■ **Task objective**:
Each record below needs to be written out exactly as it reads.

----- Data provided -----

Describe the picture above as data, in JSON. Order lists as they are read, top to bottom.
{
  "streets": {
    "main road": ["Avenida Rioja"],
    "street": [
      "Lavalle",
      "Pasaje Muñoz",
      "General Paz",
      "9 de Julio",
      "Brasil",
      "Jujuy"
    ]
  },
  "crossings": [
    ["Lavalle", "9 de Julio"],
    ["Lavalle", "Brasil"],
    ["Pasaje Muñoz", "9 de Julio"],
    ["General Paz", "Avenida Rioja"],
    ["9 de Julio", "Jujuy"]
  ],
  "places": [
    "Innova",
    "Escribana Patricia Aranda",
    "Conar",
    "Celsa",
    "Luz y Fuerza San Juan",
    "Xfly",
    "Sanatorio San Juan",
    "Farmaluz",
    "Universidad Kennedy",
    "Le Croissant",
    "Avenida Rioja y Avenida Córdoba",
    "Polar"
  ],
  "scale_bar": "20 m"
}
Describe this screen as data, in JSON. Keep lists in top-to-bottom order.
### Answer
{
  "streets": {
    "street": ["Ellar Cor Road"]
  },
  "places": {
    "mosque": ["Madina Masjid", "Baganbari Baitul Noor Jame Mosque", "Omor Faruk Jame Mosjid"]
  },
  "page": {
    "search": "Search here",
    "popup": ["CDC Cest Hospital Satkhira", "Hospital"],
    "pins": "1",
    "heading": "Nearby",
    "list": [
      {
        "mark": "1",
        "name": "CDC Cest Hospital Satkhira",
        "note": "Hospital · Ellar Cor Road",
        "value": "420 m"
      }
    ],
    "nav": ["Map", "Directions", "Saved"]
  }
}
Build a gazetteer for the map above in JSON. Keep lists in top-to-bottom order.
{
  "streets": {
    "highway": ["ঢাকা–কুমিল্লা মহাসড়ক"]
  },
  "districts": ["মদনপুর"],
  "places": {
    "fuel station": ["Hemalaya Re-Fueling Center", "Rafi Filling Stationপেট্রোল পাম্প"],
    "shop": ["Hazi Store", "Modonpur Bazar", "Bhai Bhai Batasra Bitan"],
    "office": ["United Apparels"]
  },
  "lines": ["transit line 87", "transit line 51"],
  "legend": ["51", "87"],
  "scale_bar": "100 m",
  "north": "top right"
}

-----

■ **The completed task**:
Describe the picture above as data, in JSON. Order lists as they are read, top to bottom.
{
  "streets": {
    "main road": ["Avenida Rioja"],
    "street": [
      "Lavalle",
      "Pasaje Muñoz",
      "General Paz",
      "9 de Julio",
      "Brasil",
      "Jujuy"
    ]
  },
  "crossings": [
    ["Lavalle", "9 de Julio"],
    ["Lavalle", "Brasil"],
    ["Pasaje Muñoz", "9 de Julio"],
    ["General Paz", "Avenida Rioja"],
    ["9 de Julio", "Jujuy"]
  ],
  "places": [
    "Innova",
    "Escribana Patricia Aranda",
    "Conar",
    "Celsa",
    "Luz y Fuerza San Juan",
    "Xfly",
    "Sanatorio San Juan",
    "Farmaluz",
    "Universidad Kennedy",
    "Le Croissant",
    "Avenida Rioja y Avenida Córdoba",
    "Polar"
  ],
  "scale_bar": "20 m"
}
Describe this screen as data, in JSON. Keep lists in top-to-bottom order.
### Answer
{
  "streets": {
    "street": ["Ellar Cor Road"]
  },
  "places": {
    "mosque": ["Madina Masjid", "Baganbari Baitul Noor Jame Mosque", "Omor Faruk Jame Mosjid"]
  },
  "page": {
    "search": "Search here",
    "popup": ["CDC Cest Hospital Satkhira", "Hospital"],
    "pins": "1",
    "heading": "Nearby",
    "list": [
      {
        "mark": "1",
        "name": "CDC Cest Hospital Satkhira",
        "note": "Hospital · Ellar Cor Road",
        "value": "420 m"
      }
    ],
    "nav": ["Map", "Directions", "Saved"]
  }
}
Build a gazetteer for the map above in JSON. Keep lists in top-to-bottom order.
{
  "streets": {
    "highway": ["ঢাকা–কুমিল্লা মহাসড়ক"]
  },
  "districts": ["মদনপুর"],
  "places": {
    "fuel station": ["Hemalaya Re-Fueling Center", "Rafi Filling Stationপেট্রোল পাম্প"],
    "shop": ["Hazi Store", "Modonpur Bazar", "Bhai Bhai Batasra Bitan"],
    "office": ["United Apparels"]
  },
  "lines": ["transit line 87", "transit line 51"],
  "legend": ["51", "87"],
  "scale_bar": "100 m",
  "north": "top right"
}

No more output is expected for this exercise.